I have a Nutrafin Ca test kit, but when following directions, it only will show Ca levels down to 20ppm. Does anyone know if you can use this test kit, change the amount of water tested, and be able to alter the test parameters? For example, the test says to fill tube with 5ml of water and then perform test, but could I fill to 10ml and would this give me accuracy down to 10ppm per drop added? I know this works with some tests, but wondering if anyone smarter than me (most on here ) would know with regards to this specific test?


----------



## Philosophos (Mar 1, 2009)

I'm not sure myself, but it's easily tested. All you need to do is measure a liquid with the same level of calcium twice. If it's drop and shake, just use twice as much liquid and double the number of drops for 10ppm increments and it should give you a result indicating the same ppm's with a +/- 10ppm variation. If it changes color over time, it probably won't give you more accurate results.

I recommend calibrating test kits before using them, otherwise they aren't so accurate.

-Philosophos


----------



## Bryeman (Aug 24, 2009)

That makes sense. I'll try it and see what happens. It kind of looks like this should work. I was looking in the FAQ sticky and saw they mentioned Ca test kits and 5ml/10ml measurements.


----------



## Diana K (Dec 20, 2007)

To measure lower levels fill your test tube this way:
50% sample + 50% RO/DI then double the result. 
25% sample + 75% RO/DI then quadruple the result. 
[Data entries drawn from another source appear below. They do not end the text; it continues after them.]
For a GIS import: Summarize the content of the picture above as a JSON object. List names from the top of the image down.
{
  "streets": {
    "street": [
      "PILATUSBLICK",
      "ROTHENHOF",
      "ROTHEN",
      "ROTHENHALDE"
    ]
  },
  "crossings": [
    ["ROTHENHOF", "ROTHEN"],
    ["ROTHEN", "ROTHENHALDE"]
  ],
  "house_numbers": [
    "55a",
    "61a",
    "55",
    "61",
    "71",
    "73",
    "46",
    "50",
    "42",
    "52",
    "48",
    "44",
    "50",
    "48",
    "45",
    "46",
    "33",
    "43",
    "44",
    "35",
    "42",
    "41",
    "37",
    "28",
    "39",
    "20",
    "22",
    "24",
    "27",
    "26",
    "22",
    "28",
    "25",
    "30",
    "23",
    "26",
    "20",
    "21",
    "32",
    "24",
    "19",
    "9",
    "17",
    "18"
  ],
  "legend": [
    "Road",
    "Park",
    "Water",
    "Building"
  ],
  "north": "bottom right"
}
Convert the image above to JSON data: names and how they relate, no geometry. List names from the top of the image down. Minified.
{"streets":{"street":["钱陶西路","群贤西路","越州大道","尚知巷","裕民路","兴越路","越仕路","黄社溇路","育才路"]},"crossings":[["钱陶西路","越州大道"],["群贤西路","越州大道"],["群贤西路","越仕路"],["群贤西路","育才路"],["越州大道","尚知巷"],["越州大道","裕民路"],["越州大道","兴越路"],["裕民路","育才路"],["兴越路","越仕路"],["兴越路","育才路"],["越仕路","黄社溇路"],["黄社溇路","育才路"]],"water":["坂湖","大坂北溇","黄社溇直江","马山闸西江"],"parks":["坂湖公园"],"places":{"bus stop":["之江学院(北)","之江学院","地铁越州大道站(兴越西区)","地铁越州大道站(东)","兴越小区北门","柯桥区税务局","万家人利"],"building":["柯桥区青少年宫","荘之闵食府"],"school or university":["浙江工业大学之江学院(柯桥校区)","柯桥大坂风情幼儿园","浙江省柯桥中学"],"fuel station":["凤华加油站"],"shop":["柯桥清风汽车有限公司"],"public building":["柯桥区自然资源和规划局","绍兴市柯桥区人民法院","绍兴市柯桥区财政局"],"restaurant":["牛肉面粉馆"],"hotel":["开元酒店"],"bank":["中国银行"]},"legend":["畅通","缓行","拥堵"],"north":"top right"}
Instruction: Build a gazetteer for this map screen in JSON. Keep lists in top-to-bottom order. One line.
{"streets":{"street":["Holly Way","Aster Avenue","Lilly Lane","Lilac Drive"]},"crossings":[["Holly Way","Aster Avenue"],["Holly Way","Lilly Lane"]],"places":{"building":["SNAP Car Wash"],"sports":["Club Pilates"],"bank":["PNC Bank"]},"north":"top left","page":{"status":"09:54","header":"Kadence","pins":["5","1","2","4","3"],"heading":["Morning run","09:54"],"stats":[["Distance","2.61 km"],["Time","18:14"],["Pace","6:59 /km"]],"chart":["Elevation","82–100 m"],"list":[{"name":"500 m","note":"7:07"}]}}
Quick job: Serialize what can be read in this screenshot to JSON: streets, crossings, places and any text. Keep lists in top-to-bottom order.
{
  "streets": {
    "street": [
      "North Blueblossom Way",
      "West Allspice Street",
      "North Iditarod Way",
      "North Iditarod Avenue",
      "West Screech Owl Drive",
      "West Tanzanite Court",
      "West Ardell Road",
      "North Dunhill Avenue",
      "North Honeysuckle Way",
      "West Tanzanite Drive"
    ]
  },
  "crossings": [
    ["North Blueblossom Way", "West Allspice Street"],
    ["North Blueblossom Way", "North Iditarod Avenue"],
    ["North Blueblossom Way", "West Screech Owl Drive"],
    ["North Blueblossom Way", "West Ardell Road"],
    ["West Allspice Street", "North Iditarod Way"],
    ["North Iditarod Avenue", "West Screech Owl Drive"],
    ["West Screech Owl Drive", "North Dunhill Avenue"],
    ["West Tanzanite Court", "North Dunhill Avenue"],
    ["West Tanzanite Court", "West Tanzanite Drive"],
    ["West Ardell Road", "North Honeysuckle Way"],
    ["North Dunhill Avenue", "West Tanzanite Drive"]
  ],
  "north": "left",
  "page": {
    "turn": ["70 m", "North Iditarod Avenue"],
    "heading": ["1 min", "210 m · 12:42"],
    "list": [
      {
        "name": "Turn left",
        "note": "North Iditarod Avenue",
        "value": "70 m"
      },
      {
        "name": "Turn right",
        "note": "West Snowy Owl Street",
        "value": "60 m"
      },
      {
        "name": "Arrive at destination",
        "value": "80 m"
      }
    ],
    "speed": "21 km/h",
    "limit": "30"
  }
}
Simply using more of whatever you are sampling will not do the trick.


----------



## Bryeman (Aug 24, 2009)

Diana K said:


> To measure lower levels fill your test tube this way:
> 50% sample + 50% RO/DI then double the result.
> 25% sample + 75% RO/DI then quadruple the result.
> 
> Simply using more of whatever you are sampling will not do the trick.


I don't see logically how what you describe will work? You are simply going to get the same result each time (the same as following the test directions)? I'm not a chemistry major, but it seems flawed. If I take 1/2 of something, then double it, I'll end up with the starting value, same if I start with 1/4 and quadruple it. Correct me if I'm wrong, but I'm having a hard time with this one.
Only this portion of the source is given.